**WHAT IS REQUIRED**:
For each record below, set it down exactly but leave out any picture.

Segment Start: DATA LISTING

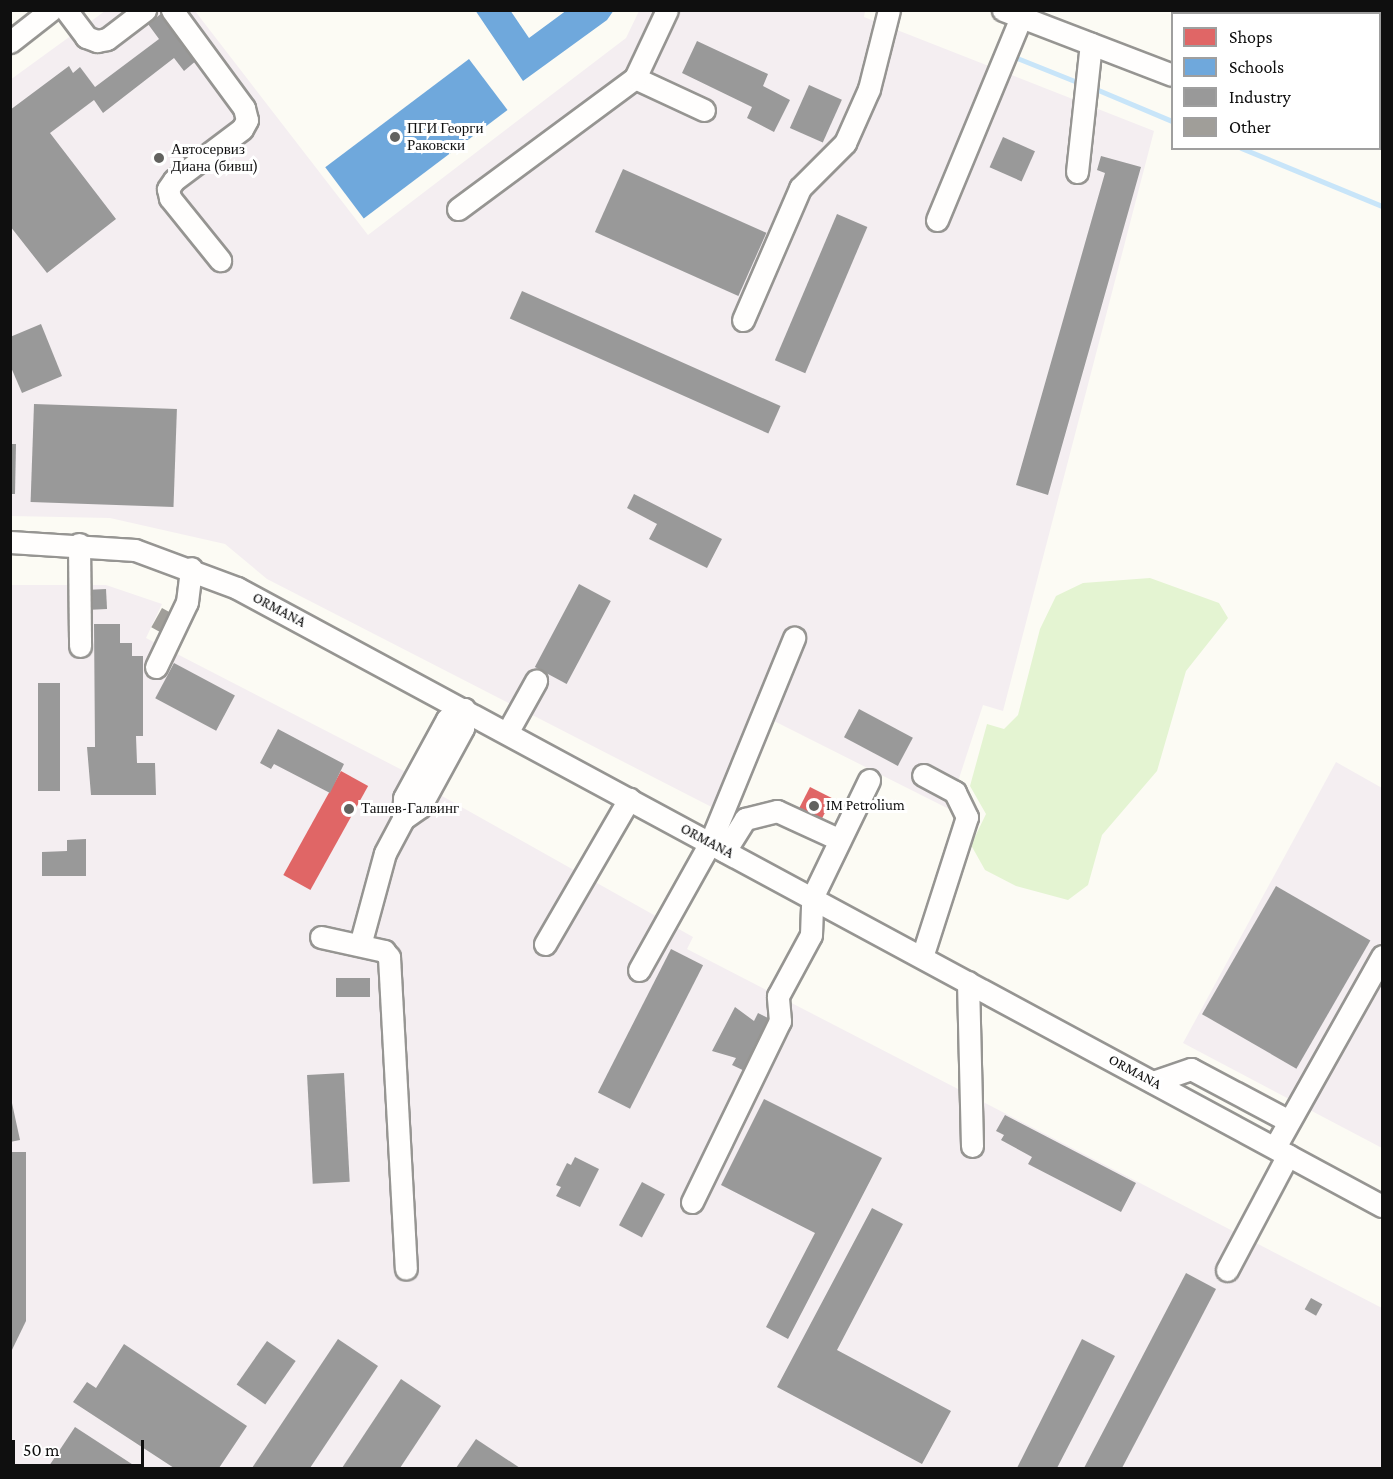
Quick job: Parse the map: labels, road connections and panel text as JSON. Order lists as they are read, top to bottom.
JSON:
{
  "streets": {
    "street": ["ORMANA"]
  },
  "places": [
    "ПГИ Георги Раковски",
    "Автосервиз Диана (бивш)",
    "IM Petrolium",
    "Ташев-Галвинг"
  ],
  "legend": [
    "Shops",
    "Schools",
    "Industry",
    "Other"
  ],
  "scale_bar": "50 m"
}
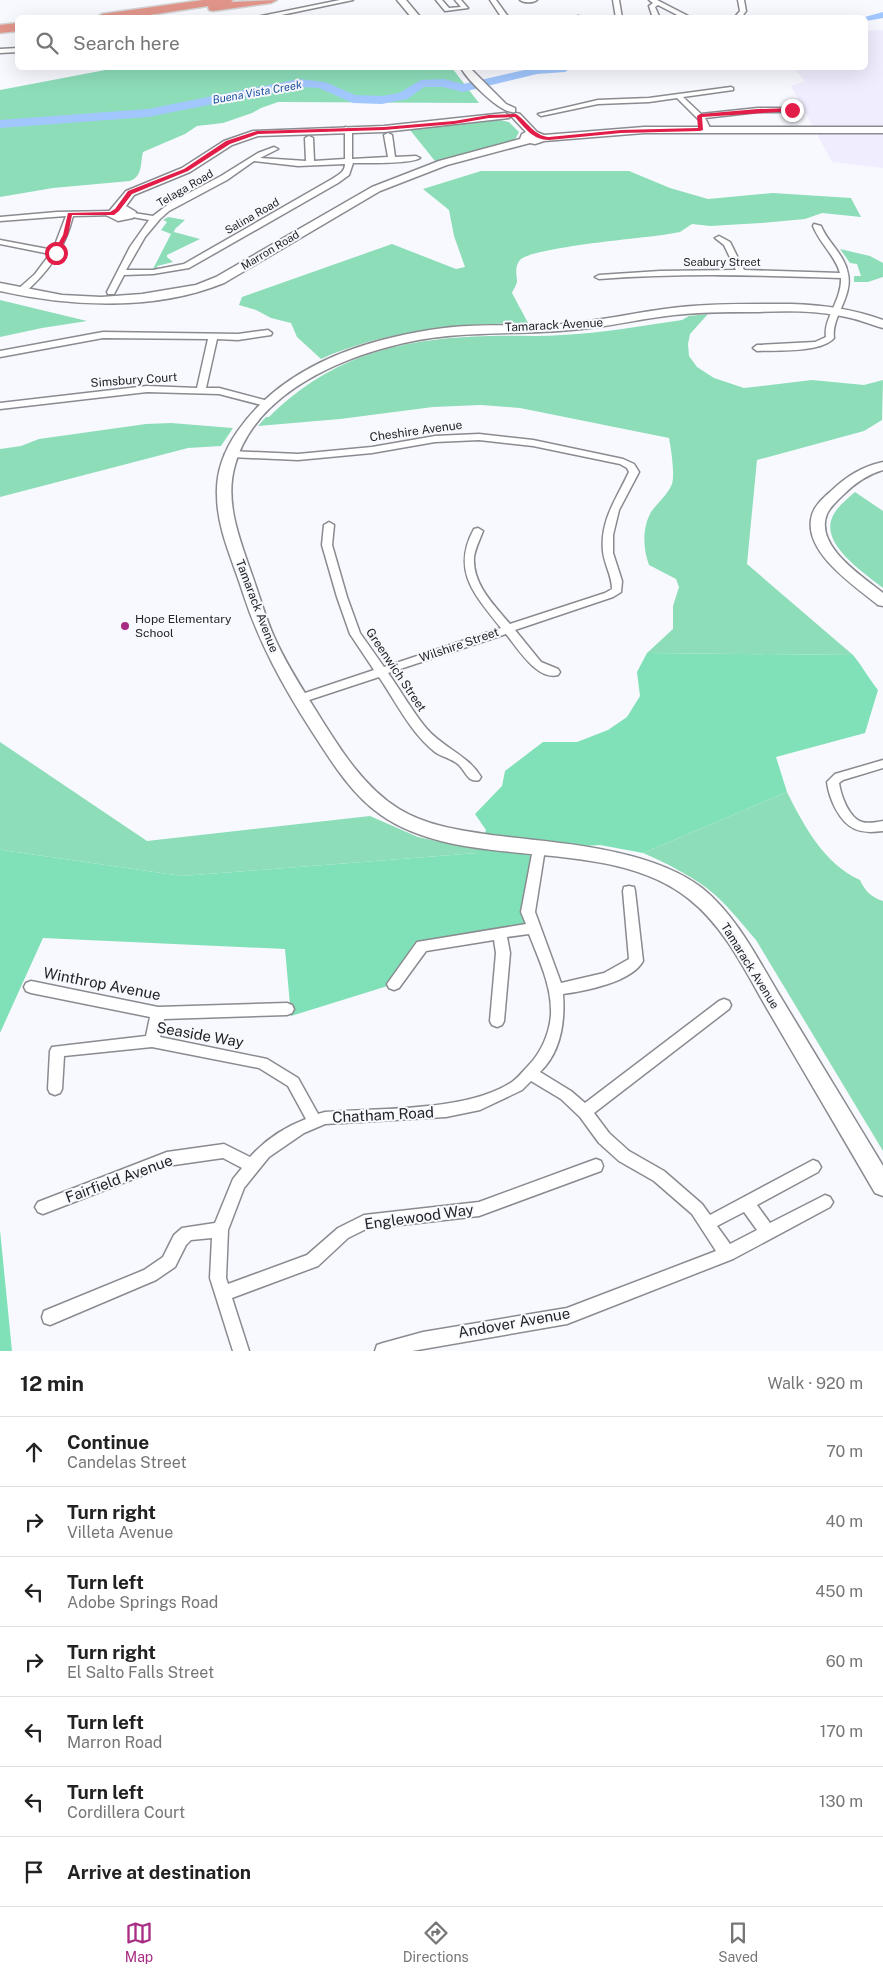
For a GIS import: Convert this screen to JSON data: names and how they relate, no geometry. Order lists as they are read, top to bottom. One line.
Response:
{"streets":{"street":["Telaga Road","Salina Road","Marron Road","Seabury Street","Tamarack Avenue","Simsbury Court","Cheshire Avenue","Wilshire Street","Greenwich Street","Winthrop Avenue","Seaside Way","Chatham Road","Fairfield Avenue","Englewood Way","Andover Avenue"]},"crossings":[["Telaga Road","Salina Road"],["Tamarack Avenue","Simsbury Court"],["Tamarack Avenue","Cheshire Avenue"],["Tamarack Avenue","Wilshire Street"],["Tamarack Avenue","Chatham Road"],["Cheshire Avenue","Wilshire Street"],["Wilshire Street","Greenwich Street"],["Seaside Way","Chatham Road"],["Chatham Road","Fairfield Avenue"],["Chatham Road","Englewood Way"]],"water":["Buena Vista Creek"],"places":["Hope Elementary School"],"page":{"search":"Search here","heading":["12 min","Walk · 920 m"],"list":[["Continue","Candelas Street","70 m"],["Turn right","Villeta Avenue","40 m"],["Turn left","Adobe Springs Road","450 m"],["Turn right","El Salto Falls Street","60 m"],["Turn left","Marron Road","170 m"],["Turn left","Cordillera Court","130 m"],"Arrive at destination"],"nav":["Map","Directions","Saved"]}}
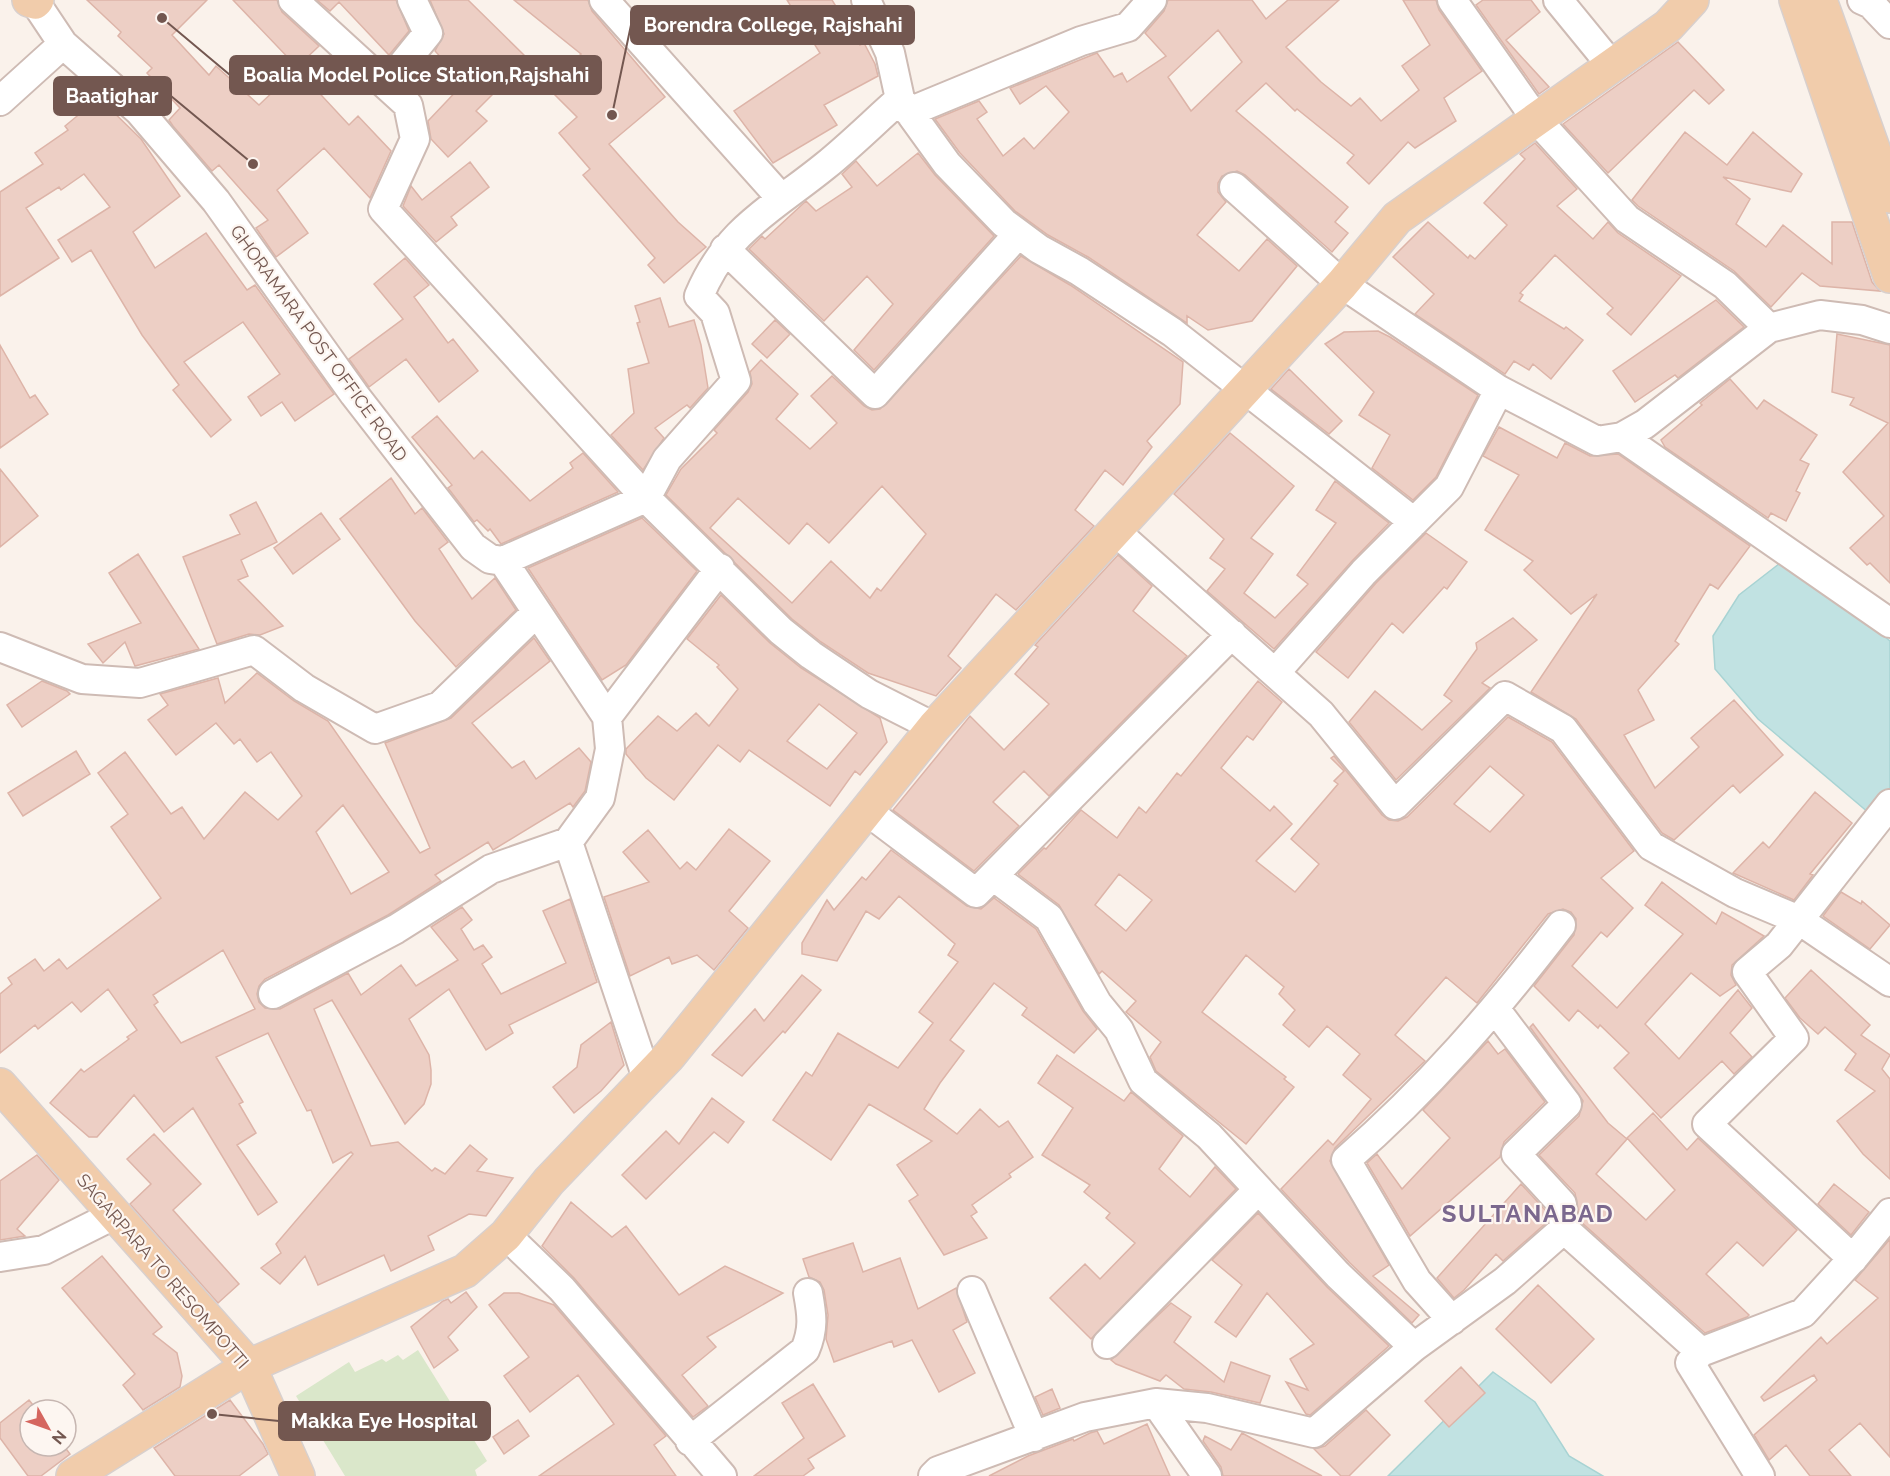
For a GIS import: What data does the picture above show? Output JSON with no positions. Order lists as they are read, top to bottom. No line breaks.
{"streets":{"main road":["SAGARPARA TO RESOMPOTTI"],"street":["GHORAMARA POST OFFICE ROAD"]},"districts":["SULTANABAD"],"places":["Boalia Model Police Station,Rajshahi","Borendra College, Rajshahi","Baatighar","Makka Eye Hospital"],"north":"bottom right"}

Segment End: DATA LISTING

**TASK ANSWER**:
Quick job: Parse the map: labels, road connections and panel text as JSON. Order lists as they are read, top to bottom.
JSON:
{
  "streets": {
    "street": ["ORMANA"]
  },
  "places": [
    "ПГИ Георги Раковски",
    "Автосервиз Диана (бивш)",
    "IM Petrolium",
    "Ташев-Галвинг"
  ],
  "legend": [
    "Shops",
    "Schools",
    "Industry",
    "Other"
  ],
  "scale_bar": "50 m"
}
For a GIS import: Convert this screen to JSON data: names and how they relate, no geometry. Order lists as they are read, top to bottom. One line.
Response:
{"streets":{"street":["Telaga Road","Salina Road","Marron Road","Seabury Street","Tamarack Avenue","Simsbury Court","Cheshire Avenue","Wilshire Street","Greenwich Street","Winthrop Avenue","Seaside Way","Chatham Road","Fairfield Avenue","Englewood Way","Andover Avenue"]},"crossings":[["Telaga Road","Salina Road"],["Tamarack Avenue","Simsbury Court"],["Tamarack Avenue","Cheshire Avenue"],["Tamarack Avenue","Wilshire Street"],["Tamarack Avenue","Chatham Road"],["Cheshire Avenue","Wilshire Street"],["Wilshire Street","Greenwich Street"],["Seaside Way","Chatham Road"],["Chatham Road","Fairfield Avenue"],["Chatham Road","Englewood Way"]],"water":["Buena Vista Creek"],"places":["Hope Elementary School"],"page":{"search":"Search here","heading":["12 min","Walk · 920 m"],"list":[["Continue","Candelas Street","70 m"],["Turn right","Villeta Avenue","40 m"],["Turn left","Adobe Springs Road","450 m"],["Turn right","El Salto Falls Street","60 m"],["Turn left","Marron Road","170 m"],["Turn left","Cordillera Court","130 m"],"Arrive at destination"],"nav":["Map","Directions","Saved"]}}
For a GIS import: What data does the picture above show? Output JSON with no positions. Order lists as they are read, top to bottom. No line breaks.
{"streets":{"main road":["SAGARPARA TO RESOMPOTTI"],"street":["GHORAMARA POST OFFICE ROAD"]},"districts":["SULTANABAD"],"places":["Boalia Model Police Station,Rajshahi","Borendra College, Rajshahi","Baatighar","Makka Eye Hospital"],"north":"bottom right"}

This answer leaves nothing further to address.